(Beginning of DATA)
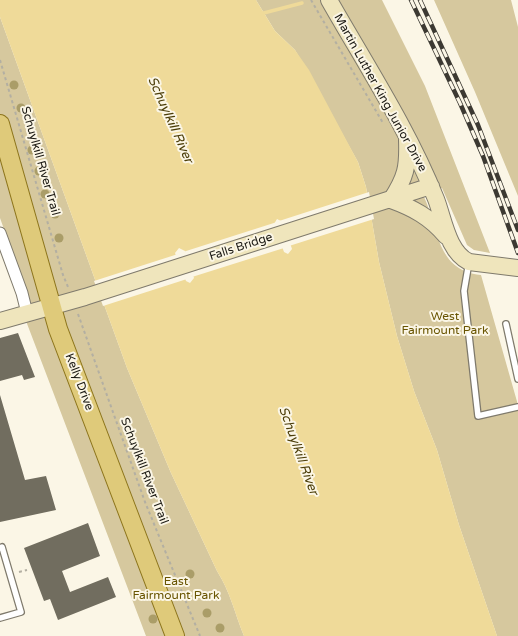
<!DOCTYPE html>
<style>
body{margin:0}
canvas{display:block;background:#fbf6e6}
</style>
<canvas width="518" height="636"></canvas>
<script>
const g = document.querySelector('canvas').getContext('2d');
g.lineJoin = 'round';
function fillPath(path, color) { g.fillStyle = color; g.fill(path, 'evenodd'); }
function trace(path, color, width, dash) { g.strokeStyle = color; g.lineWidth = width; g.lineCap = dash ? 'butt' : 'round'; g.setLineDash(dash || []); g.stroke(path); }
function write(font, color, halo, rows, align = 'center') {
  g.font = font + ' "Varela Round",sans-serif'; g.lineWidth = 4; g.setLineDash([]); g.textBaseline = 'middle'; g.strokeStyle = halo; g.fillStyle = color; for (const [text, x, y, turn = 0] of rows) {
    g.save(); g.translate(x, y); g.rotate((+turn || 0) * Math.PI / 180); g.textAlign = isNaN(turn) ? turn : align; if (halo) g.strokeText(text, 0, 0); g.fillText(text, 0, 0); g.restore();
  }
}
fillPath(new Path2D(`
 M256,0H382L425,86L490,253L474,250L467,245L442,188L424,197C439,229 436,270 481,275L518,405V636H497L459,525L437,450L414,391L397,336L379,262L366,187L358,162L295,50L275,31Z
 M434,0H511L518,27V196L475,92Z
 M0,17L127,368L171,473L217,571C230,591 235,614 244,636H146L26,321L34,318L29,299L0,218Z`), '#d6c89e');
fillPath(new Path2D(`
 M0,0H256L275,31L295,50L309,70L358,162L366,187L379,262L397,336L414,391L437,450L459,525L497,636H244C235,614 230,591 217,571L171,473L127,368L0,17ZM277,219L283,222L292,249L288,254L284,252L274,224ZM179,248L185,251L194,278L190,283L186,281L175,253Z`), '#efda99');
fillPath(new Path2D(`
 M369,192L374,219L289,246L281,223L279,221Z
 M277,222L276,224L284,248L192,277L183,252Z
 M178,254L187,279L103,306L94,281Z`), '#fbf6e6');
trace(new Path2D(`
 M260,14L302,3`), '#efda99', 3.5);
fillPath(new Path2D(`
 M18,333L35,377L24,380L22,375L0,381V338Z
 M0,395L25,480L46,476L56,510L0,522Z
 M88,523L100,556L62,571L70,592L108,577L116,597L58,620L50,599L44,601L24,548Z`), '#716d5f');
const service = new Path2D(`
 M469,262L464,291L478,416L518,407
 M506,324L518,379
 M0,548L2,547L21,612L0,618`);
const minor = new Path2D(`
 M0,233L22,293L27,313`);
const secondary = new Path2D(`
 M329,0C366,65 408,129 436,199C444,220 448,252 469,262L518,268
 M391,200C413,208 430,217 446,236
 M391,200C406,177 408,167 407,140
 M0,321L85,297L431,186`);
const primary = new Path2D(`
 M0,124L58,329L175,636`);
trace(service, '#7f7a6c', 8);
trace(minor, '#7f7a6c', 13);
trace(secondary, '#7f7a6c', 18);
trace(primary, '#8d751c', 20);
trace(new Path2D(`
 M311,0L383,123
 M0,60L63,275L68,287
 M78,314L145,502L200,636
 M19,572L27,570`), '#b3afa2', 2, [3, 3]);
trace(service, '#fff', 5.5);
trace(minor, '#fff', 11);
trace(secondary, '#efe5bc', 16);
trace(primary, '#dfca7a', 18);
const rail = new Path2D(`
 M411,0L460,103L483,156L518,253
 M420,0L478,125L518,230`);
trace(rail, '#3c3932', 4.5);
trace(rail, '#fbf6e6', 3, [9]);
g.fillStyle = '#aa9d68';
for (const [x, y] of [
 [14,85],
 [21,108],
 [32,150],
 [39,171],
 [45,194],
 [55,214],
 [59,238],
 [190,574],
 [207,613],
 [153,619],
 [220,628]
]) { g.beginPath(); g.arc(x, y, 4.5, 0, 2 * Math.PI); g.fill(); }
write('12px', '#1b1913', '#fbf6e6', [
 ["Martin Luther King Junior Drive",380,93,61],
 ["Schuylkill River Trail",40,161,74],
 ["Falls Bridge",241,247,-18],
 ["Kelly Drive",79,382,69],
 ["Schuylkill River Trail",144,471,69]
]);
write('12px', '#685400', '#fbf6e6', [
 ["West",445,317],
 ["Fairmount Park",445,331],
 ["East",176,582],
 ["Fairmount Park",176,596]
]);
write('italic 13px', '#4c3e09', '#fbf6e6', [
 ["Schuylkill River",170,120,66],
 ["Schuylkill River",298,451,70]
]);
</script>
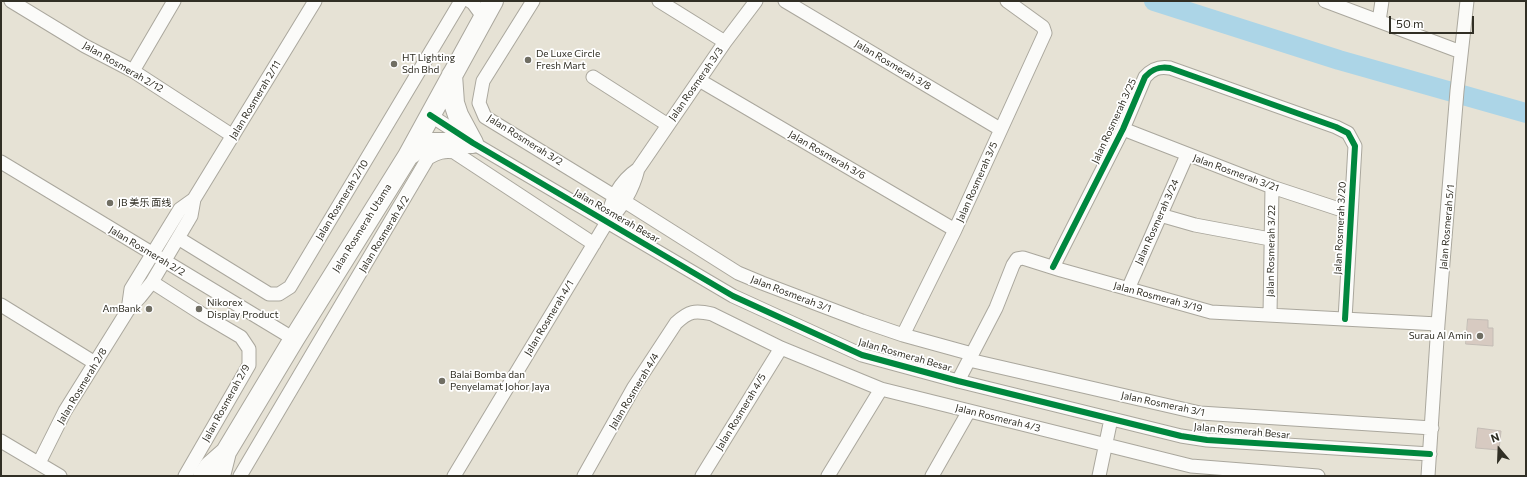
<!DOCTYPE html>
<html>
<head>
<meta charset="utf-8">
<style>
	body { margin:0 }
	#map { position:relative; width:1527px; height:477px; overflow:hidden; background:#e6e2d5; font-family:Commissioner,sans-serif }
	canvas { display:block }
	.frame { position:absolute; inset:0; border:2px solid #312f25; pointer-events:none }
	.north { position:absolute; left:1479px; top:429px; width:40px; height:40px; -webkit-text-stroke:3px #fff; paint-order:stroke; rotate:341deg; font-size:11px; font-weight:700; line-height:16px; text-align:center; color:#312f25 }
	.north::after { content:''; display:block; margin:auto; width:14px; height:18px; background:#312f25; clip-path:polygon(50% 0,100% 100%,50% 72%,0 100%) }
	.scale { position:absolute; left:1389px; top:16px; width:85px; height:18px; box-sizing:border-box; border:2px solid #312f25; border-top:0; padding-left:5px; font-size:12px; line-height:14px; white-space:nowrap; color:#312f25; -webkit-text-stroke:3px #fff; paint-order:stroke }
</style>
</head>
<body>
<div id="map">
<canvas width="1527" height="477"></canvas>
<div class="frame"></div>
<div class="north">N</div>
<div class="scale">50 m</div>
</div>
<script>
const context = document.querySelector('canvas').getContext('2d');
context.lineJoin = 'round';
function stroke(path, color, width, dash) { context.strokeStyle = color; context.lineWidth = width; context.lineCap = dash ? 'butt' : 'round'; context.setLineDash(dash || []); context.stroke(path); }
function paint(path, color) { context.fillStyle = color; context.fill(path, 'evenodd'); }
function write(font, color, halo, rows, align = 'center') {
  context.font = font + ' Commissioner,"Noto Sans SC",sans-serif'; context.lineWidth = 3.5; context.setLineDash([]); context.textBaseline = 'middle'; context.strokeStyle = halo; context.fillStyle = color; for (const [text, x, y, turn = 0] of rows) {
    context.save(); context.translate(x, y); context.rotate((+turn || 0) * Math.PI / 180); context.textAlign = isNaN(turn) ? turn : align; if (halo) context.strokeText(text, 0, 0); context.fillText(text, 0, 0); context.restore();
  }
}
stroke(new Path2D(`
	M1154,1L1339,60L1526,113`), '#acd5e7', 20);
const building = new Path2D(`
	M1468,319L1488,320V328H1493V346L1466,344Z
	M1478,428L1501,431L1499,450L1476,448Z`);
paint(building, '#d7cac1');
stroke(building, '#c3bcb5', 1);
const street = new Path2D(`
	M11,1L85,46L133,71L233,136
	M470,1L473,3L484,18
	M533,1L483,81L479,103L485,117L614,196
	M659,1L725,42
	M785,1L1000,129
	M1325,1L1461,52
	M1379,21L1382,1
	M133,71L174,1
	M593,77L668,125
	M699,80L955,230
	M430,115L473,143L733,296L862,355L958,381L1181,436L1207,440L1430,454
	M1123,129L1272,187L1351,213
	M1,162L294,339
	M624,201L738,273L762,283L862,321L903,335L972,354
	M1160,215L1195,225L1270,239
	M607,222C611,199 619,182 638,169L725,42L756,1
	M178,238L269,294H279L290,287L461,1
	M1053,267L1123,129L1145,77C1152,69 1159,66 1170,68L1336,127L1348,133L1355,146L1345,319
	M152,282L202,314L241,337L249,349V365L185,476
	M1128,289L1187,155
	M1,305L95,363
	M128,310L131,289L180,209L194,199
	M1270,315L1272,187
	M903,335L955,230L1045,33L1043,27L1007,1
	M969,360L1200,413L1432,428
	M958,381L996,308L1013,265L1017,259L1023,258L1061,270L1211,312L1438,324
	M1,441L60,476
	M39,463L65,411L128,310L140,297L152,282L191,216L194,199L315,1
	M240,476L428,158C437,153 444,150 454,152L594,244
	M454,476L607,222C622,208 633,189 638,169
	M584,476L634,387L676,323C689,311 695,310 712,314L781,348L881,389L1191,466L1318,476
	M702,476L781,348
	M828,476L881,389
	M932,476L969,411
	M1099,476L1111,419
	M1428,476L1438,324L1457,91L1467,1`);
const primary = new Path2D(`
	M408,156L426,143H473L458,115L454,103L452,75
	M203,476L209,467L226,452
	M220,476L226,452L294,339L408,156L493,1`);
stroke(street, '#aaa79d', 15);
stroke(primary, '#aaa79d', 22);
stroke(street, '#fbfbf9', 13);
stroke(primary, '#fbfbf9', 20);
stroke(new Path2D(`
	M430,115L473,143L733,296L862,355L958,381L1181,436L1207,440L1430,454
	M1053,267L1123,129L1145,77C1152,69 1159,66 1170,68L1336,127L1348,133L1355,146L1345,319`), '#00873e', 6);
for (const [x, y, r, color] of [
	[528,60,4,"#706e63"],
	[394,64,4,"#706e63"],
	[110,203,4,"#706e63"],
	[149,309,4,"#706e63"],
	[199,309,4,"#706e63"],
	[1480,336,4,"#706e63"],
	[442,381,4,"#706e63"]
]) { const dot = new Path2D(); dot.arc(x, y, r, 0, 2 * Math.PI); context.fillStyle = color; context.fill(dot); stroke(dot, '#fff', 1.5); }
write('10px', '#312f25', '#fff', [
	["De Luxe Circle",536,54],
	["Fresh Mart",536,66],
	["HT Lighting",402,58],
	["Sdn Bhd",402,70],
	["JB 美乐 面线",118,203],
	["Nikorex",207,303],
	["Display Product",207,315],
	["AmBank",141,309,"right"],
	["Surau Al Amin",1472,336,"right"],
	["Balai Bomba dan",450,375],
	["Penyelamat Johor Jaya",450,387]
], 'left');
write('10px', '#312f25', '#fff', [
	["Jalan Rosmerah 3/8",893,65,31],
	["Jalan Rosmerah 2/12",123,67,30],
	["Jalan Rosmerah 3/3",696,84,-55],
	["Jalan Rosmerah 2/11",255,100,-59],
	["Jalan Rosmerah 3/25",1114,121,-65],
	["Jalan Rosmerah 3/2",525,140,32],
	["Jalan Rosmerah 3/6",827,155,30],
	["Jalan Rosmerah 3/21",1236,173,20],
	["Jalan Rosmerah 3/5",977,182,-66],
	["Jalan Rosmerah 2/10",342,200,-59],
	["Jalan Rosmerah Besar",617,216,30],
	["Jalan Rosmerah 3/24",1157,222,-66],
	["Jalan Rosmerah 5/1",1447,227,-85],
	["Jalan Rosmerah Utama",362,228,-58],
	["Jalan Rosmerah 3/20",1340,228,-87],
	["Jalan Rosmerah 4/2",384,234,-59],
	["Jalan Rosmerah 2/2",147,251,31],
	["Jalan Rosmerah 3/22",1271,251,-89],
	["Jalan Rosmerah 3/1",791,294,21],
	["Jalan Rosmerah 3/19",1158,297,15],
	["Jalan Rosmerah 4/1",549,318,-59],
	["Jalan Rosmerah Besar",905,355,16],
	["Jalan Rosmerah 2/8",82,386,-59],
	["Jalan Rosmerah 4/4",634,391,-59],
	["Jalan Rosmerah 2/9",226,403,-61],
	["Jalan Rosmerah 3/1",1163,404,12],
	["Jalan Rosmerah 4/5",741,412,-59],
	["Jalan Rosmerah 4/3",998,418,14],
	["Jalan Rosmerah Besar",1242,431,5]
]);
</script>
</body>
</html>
(End of DATA)
EXERCISE AIM -
Scan the data for the string "butt" and copy each line in which it occurs.

EXERCISE RESPONSE -
function trace(path, color, width, dash) { g.strokeStyle = color; g.lineWidth = width; g.lineCap = dash ? 'butt' : 'round'; g.setLineDash(dash || []); g.stroke(path); }
function stroke(path, color, width, dash) { context.strokeStyle = color; context.lineWidth = width; context.lineCap = dash ? 'butt' : 'round'; context.setLineDash(dash || []); context.stroke(path); }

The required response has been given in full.